Everyone Else (Almost)
Honda said that some of its North American operations had reduced output because of parts shortages. The automaker declined to provide information about specific plants.
“This is a fluid situation, so we will not be providing plant- or model-specific information,” the company said in a statement.
And some automakers are at full speed again, at least for now. Case in point: Toyota’s North American division. “All plants are running back to normal at this point,” a company spokesman told SMU.
Toyota had previously idled plants in Kentucky, West Virginia, Mississippi, Texas and Mexico on a combination of COVID-19, severe weather and parts shortages. But the company is not out of the woods yet.

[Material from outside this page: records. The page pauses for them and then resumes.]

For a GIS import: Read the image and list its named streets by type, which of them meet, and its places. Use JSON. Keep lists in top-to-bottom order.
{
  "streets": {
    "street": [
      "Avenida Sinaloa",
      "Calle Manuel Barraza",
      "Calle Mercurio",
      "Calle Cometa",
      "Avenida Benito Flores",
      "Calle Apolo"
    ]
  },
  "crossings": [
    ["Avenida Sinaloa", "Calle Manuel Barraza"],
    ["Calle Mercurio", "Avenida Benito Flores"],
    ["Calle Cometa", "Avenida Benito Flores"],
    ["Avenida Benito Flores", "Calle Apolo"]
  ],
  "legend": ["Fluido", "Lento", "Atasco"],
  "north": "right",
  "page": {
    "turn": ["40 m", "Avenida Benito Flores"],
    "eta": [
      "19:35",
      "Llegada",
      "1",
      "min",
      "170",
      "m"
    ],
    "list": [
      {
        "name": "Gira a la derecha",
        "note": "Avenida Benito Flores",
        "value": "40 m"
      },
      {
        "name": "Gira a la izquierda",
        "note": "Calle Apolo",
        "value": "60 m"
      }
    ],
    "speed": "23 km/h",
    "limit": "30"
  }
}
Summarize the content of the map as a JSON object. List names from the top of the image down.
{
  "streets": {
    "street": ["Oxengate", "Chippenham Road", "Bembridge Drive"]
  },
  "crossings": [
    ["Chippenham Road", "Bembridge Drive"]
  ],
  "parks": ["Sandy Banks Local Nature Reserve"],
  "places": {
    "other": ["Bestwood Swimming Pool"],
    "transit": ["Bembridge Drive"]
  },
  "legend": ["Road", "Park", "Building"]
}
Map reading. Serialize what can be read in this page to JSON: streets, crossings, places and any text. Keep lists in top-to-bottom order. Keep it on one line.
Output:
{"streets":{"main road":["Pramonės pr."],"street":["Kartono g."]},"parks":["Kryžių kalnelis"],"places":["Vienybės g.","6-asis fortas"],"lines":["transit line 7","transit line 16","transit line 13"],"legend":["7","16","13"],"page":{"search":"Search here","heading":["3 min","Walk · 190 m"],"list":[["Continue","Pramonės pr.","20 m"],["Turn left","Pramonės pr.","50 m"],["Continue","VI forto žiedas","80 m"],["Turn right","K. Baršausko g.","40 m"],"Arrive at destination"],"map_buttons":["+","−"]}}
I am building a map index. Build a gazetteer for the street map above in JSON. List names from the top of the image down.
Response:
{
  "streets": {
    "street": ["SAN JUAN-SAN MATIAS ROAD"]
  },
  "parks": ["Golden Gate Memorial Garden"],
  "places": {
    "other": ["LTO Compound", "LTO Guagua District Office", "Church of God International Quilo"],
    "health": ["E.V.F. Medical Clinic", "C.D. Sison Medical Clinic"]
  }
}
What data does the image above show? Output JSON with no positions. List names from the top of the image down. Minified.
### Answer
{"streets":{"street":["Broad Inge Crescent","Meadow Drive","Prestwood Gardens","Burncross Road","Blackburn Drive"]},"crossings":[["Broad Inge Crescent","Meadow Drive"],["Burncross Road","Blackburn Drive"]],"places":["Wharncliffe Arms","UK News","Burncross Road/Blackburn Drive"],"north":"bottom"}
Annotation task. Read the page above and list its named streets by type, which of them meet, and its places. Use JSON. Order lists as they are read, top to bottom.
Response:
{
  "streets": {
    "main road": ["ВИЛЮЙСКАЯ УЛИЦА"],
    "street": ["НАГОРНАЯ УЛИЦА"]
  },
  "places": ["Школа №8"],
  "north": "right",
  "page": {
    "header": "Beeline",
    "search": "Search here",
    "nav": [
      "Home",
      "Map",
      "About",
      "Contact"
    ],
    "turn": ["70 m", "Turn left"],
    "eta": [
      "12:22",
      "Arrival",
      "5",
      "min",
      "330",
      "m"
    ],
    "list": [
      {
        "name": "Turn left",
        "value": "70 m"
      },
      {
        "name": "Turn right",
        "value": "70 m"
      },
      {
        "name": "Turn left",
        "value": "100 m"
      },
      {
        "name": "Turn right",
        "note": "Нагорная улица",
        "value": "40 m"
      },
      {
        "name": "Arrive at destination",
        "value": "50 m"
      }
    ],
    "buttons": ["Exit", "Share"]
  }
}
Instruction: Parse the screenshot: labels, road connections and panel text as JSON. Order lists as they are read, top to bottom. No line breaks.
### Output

“The situation remains fluid and complex. We will continue to monitor and develop countermeasures to minimize future impact on production,” the spokesman said.
Mercedes-Benz assembly plants in Tuscaloosa, Ala., and Charleston, S.C., are also running as usual, a spokeswoman for parent company Daimler said.
Ford had not responded to a request for a status update at the time this article was filed.
Why It Matters
Automakers are a key end market for flat rolled steel. And the average passenger vehicle consumes approximately one ton of steel.
Auto companies are also key generators of prime scrap, an essential raw material for electric-arc furnace (EAF) steelmakers, through processes such as stamping.
The result of automotive shutdowns–as became apparent last year when automakers closed en masse following the COVID-19 outbreak–was that demand for finished product dropped and prices for raw materials shot upward.
No automaker agreed to provide SMU with data on the parts shortage’s impact on their steel consumption and prime scrap generation.
And steelmakers to date have brushed aside the chip shortage as mostly a distraction from otherwise strong demand, including from the automotive sector.
SDI President and CEO Market Millett estimated that the chip shortage will result in 1.0 million to 1.5 million fewer vehicles being produced.
“But the plants that are down are not ones that we supply. So we have not seen any material impact from a shipping standpoint,” he said.
The EAF steelmaker has seen “a slight impact” on the scrap side. “I think prime scrap is probably going to be firm, maybe up a little, but then again it’s too early to tell,” Millett said.
And flat-rolled steel prices remain at record highs. Steel Market Update’s average hot-rolled coil price stands at $1,410 per ton ($70.50/cwt), up 8.5% from $1,300 a month ago and up 43.1% from $985 per ton at the beginning of the year.